Collected data:
* * *
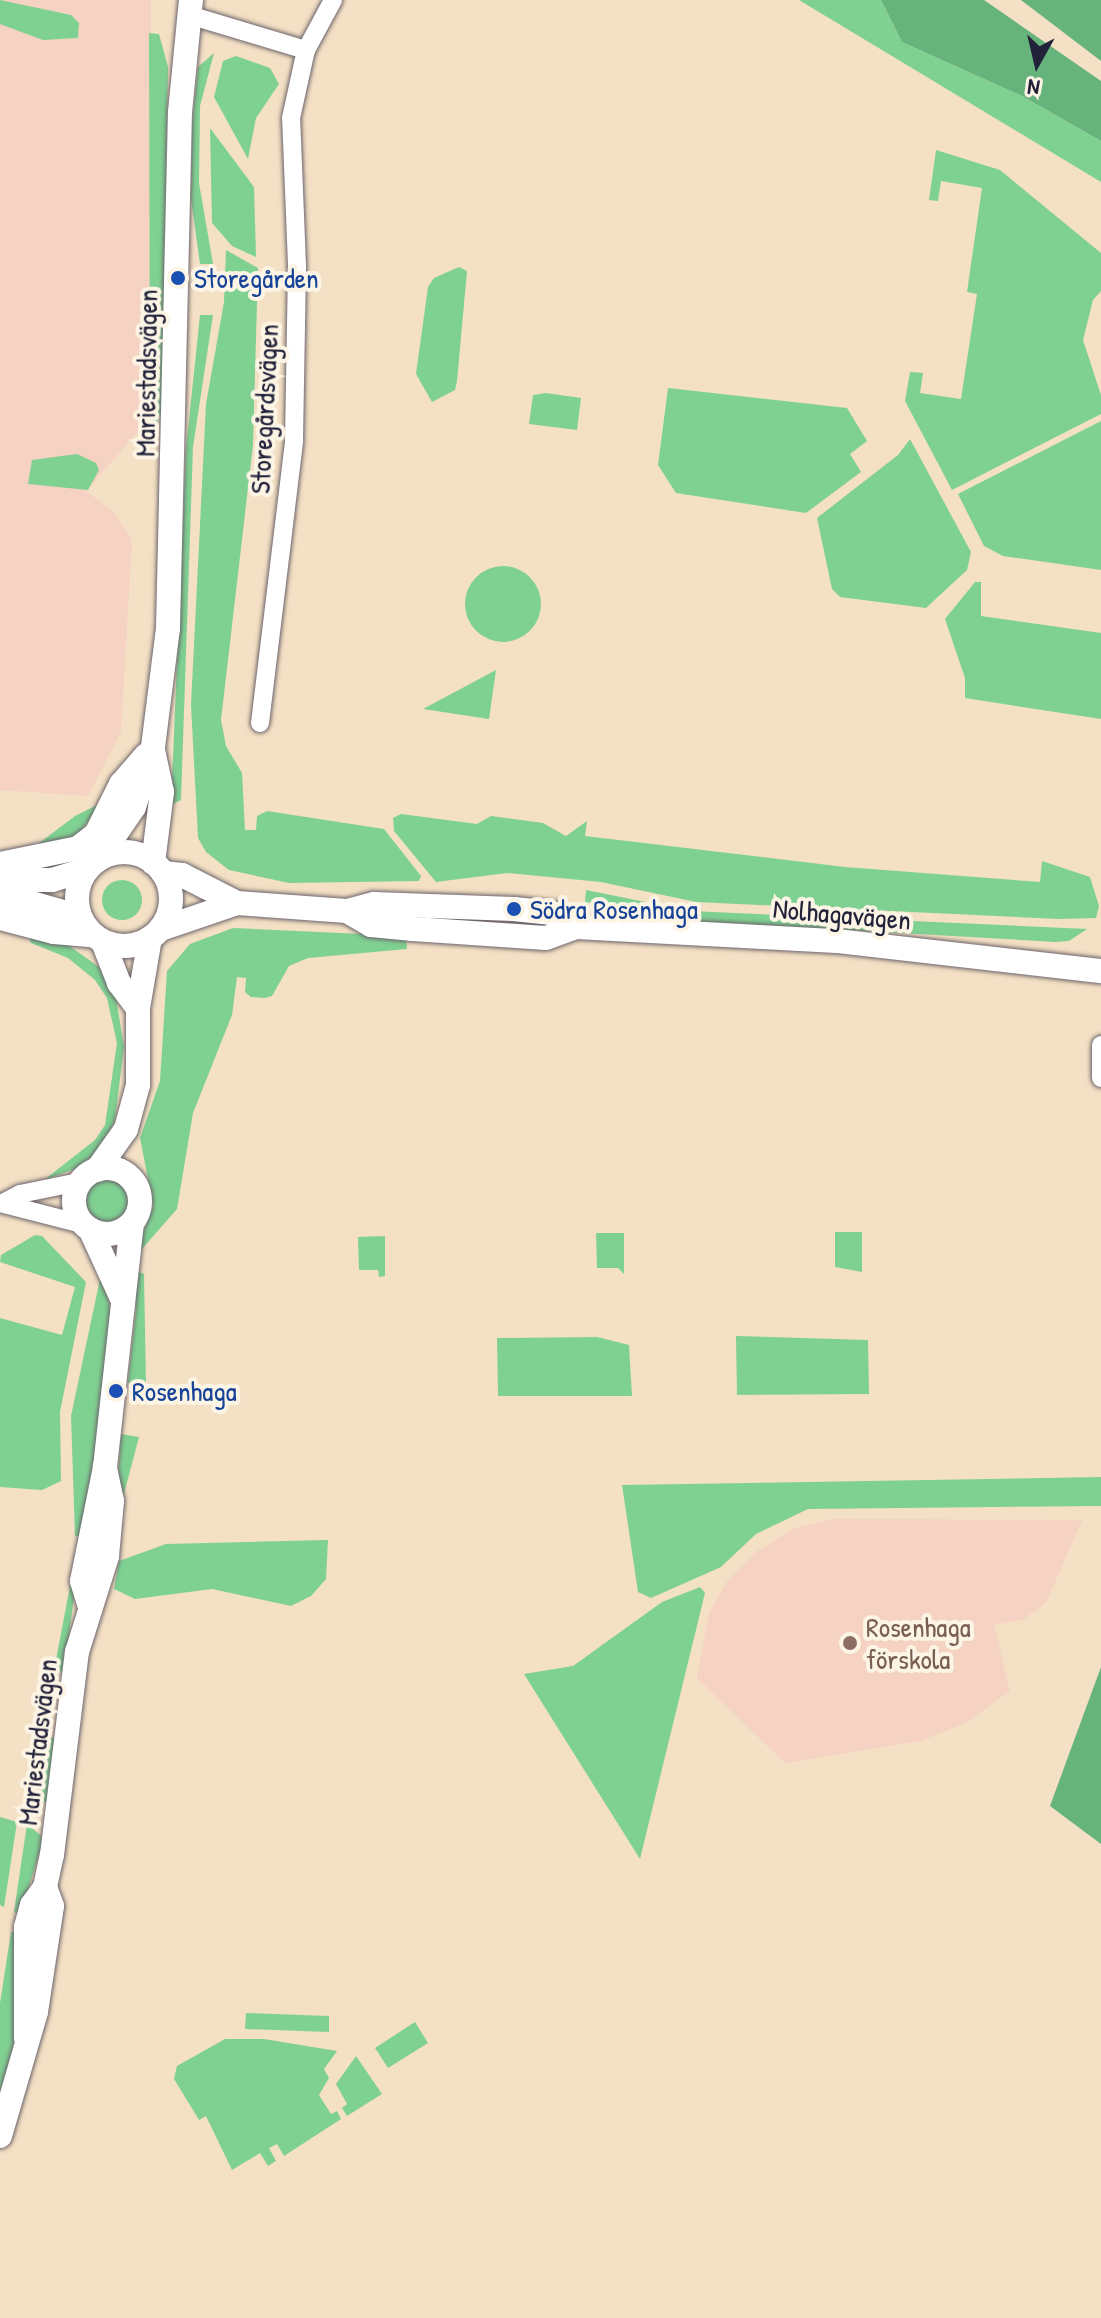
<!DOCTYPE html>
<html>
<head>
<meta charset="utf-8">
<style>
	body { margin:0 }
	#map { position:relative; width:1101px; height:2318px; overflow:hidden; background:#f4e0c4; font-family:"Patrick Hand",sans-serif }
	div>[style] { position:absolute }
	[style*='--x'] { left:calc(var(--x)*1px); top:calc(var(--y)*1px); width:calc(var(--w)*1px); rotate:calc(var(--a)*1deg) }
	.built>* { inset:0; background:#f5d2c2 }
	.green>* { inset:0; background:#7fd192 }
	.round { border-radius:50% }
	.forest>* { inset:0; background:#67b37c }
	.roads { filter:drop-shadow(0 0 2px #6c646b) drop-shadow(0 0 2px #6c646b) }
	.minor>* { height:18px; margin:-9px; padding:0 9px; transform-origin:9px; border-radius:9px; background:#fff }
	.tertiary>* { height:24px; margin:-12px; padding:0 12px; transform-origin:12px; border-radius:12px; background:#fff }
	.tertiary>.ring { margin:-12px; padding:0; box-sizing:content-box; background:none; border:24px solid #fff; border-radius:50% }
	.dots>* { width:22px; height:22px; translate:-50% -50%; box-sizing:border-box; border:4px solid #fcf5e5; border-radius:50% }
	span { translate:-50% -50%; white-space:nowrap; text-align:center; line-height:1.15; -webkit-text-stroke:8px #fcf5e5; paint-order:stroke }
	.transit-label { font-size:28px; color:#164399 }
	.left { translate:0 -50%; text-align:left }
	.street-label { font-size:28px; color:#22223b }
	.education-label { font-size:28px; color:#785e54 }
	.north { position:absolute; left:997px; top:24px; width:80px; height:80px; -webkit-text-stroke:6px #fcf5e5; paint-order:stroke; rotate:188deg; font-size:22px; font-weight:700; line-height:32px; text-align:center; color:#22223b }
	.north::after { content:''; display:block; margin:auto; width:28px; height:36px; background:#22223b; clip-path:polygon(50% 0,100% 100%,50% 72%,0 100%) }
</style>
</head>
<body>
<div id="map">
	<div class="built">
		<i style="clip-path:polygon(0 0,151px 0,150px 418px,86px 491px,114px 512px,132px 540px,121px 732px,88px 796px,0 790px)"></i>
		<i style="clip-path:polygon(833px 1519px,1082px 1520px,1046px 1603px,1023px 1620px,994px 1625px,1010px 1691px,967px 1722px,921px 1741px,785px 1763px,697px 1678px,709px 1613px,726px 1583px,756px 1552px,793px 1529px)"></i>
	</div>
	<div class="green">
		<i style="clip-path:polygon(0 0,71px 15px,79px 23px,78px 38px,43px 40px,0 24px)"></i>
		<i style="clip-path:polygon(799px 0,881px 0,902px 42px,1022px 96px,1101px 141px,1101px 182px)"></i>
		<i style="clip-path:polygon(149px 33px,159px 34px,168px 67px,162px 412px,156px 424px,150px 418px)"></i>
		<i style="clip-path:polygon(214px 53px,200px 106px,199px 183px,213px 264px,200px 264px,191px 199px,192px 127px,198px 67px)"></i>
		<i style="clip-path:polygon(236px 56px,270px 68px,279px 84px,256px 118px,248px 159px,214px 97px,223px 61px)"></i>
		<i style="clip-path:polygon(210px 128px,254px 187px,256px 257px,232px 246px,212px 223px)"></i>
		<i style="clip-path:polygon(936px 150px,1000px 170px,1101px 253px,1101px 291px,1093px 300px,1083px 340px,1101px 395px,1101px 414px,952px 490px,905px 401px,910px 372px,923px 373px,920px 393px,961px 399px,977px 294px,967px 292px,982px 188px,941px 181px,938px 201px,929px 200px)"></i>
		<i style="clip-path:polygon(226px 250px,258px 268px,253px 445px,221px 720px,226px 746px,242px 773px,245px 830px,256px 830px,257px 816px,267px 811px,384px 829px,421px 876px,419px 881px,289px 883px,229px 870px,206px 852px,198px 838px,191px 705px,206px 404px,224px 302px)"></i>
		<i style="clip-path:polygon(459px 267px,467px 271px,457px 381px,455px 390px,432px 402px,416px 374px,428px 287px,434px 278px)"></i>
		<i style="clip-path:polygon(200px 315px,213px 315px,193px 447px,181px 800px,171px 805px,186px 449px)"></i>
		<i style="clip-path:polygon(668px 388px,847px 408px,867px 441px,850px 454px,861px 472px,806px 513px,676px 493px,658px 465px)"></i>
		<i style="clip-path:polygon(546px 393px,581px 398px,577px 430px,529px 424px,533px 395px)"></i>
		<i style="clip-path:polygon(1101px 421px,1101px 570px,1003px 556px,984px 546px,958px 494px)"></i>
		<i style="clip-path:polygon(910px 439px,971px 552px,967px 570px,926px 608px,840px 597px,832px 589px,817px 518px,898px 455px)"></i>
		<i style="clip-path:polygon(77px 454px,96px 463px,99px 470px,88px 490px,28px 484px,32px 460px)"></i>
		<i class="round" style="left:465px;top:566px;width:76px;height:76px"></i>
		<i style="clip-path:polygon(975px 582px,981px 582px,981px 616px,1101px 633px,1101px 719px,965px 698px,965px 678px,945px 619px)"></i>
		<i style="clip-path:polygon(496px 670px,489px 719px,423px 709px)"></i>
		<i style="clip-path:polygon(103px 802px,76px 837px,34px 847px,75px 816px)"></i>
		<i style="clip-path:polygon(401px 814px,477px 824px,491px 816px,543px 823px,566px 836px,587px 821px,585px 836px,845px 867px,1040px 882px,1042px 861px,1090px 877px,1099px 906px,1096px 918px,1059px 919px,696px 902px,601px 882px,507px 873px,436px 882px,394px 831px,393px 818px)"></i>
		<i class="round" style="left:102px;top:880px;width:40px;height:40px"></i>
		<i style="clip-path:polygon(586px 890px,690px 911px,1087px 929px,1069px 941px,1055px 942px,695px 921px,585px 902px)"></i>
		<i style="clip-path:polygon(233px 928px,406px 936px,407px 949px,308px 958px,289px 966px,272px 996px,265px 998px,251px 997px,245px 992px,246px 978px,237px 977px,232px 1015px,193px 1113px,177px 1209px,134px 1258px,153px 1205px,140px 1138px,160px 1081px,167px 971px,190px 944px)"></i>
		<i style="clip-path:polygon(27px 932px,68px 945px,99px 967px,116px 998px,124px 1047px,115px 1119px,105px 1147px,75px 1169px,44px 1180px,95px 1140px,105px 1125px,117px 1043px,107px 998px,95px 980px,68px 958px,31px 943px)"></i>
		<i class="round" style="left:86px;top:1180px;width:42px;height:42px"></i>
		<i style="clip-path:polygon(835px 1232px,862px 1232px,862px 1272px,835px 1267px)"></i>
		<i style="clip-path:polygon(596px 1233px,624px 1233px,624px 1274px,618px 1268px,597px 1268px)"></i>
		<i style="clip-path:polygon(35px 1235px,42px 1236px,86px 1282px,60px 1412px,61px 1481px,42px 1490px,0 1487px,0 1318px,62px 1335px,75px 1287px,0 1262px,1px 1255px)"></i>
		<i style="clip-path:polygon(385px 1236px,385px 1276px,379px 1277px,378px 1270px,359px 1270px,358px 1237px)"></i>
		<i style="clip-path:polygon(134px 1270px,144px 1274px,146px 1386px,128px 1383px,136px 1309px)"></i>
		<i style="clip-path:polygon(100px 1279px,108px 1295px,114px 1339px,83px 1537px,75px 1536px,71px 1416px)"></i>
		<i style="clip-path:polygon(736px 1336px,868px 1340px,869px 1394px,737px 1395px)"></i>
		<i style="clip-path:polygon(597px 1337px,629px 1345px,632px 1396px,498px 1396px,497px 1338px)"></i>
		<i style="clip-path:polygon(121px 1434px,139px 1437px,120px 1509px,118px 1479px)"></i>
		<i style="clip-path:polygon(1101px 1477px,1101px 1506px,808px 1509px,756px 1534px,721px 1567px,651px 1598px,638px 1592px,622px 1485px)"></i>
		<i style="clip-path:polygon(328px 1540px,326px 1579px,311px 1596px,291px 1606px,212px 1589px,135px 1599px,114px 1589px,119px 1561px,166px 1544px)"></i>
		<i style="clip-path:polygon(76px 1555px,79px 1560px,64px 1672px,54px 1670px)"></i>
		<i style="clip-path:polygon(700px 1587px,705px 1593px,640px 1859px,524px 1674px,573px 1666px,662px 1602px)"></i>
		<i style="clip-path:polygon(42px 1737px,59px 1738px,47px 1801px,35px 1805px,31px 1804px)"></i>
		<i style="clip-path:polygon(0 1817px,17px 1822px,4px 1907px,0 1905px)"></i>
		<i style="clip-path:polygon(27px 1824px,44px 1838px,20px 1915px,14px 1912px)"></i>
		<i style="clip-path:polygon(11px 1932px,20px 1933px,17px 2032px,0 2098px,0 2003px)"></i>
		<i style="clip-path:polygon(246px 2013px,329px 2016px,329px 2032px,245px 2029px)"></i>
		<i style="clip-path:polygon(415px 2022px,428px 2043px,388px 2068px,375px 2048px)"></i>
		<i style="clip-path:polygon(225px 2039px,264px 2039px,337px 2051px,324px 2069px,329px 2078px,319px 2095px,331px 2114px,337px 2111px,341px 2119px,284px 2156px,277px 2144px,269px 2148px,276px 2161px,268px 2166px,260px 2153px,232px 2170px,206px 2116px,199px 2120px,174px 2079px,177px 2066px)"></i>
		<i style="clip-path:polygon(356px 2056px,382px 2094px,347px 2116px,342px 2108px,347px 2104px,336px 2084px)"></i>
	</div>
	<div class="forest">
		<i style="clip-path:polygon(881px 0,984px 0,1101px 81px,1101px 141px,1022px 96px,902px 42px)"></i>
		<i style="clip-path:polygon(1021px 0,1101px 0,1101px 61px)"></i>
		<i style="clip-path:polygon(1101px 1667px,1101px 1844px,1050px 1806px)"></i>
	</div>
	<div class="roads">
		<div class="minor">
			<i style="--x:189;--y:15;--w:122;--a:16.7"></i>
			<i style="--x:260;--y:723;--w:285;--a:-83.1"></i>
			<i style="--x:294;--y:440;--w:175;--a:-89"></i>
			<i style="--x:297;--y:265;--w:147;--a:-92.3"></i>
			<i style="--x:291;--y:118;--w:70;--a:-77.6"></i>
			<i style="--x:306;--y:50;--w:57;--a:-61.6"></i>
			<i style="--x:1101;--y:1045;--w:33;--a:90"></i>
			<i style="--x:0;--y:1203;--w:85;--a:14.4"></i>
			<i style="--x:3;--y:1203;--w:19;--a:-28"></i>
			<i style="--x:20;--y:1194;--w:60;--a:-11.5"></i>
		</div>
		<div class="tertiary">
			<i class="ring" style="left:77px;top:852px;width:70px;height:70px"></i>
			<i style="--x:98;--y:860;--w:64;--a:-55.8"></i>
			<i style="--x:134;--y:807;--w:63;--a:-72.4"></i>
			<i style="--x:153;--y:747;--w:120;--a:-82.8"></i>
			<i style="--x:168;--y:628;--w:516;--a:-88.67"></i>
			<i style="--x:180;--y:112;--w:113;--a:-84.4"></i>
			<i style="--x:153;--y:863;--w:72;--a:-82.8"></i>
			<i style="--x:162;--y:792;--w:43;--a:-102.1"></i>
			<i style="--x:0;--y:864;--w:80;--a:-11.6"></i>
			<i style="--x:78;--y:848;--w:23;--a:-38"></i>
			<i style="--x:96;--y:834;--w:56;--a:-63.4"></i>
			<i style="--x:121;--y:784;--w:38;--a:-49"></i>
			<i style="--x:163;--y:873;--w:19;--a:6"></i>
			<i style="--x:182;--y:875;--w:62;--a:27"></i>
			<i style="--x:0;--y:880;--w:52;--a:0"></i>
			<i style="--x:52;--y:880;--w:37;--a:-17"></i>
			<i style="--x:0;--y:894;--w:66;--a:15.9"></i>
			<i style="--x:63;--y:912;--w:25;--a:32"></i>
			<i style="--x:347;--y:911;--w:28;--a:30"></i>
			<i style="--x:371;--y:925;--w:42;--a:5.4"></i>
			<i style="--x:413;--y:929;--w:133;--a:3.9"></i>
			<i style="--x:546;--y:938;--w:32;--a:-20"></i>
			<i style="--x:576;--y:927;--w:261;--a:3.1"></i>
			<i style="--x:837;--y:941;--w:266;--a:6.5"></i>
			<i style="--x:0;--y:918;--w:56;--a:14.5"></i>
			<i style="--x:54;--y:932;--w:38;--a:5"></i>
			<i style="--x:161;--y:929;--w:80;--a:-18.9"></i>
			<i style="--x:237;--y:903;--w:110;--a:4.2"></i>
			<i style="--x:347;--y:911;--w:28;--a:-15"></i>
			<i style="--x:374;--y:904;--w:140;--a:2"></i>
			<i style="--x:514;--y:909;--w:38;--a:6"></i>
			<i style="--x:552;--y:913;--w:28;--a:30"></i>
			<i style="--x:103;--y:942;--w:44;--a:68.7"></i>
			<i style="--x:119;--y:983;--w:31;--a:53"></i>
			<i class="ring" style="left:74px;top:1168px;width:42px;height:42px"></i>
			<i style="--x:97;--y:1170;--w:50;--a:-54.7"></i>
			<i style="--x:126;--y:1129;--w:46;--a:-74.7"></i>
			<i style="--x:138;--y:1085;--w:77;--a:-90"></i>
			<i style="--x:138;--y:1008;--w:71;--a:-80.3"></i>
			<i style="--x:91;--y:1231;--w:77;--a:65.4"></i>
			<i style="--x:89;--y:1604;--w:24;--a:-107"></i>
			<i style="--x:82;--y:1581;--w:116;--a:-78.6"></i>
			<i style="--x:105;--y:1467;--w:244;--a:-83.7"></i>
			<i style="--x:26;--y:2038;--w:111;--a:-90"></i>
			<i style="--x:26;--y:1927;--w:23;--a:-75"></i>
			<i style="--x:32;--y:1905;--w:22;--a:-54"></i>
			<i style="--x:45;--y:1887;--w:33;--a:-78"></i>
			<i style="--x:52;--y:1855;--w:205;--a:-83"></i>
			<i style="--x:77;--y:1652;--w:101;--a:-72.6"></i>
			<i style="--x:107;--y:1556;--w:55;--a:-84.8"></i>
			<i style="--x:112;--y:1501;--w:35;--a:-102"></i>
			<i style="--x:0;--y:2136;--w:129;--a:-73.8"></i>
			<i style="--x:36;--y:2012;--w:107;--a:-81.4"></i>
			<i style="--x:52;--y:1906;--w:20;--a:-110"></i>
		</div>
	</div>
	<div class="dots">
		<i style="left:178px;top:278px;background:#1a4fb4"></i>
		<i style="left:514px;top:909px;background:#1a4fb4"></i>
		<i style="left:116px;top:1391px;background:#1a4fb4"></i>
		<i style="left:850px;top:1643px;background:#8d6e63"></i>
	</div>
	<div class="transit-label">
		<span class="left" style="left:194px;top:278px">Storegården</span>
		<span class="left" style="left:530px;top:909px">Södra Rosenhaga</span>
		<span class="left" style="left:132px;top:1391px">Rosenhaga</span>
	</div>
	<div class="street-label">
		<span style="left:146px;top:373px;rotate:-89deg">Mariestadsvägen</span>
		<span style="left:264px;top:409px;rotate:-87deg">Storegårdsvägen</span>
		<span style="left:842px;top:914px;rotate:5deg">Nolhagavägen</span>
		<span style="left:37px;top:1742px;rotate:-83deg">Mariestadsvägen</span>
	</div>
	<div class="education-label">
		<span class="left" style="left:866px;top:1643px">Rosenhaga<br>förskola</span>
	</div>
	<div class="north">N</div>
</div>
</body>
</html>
* * *
*Aim of the exercise:*
Set down word for word the lines from the first entry through the line with "filter:drop-shadow(0 0 2px", both included, omitting pictures.

*Task result:*
<!DOCTYPE html>
<html>
<head>
<meta charset="utf-8">
<style>
	body { margin:0 }
	#map { position:relative; width:1101px; height:2318px; overflow:hidden; background:#f4e0c4; font-family:"Patrick Hand",sans-serif }
	div>[style] { position:absolute }
	[style*='--x'] { left:calc(var(--x)*1px); top:calc(var(--y)*1px); width:calc(var(--w)*1px); rotate:calc(var(--a)*1deg) }
	.built>* { inset:0; background:#f5d2c2 }
	.green>* { inset:0; background:#7fd192 }
	.round { border-radius:50% }
	.forest>* { inset:0; background:#67b37c }
	.roads { filter:drop-shadow(0 0 2px #6c646b) drop-shadow(0 0 2px #6c646b) }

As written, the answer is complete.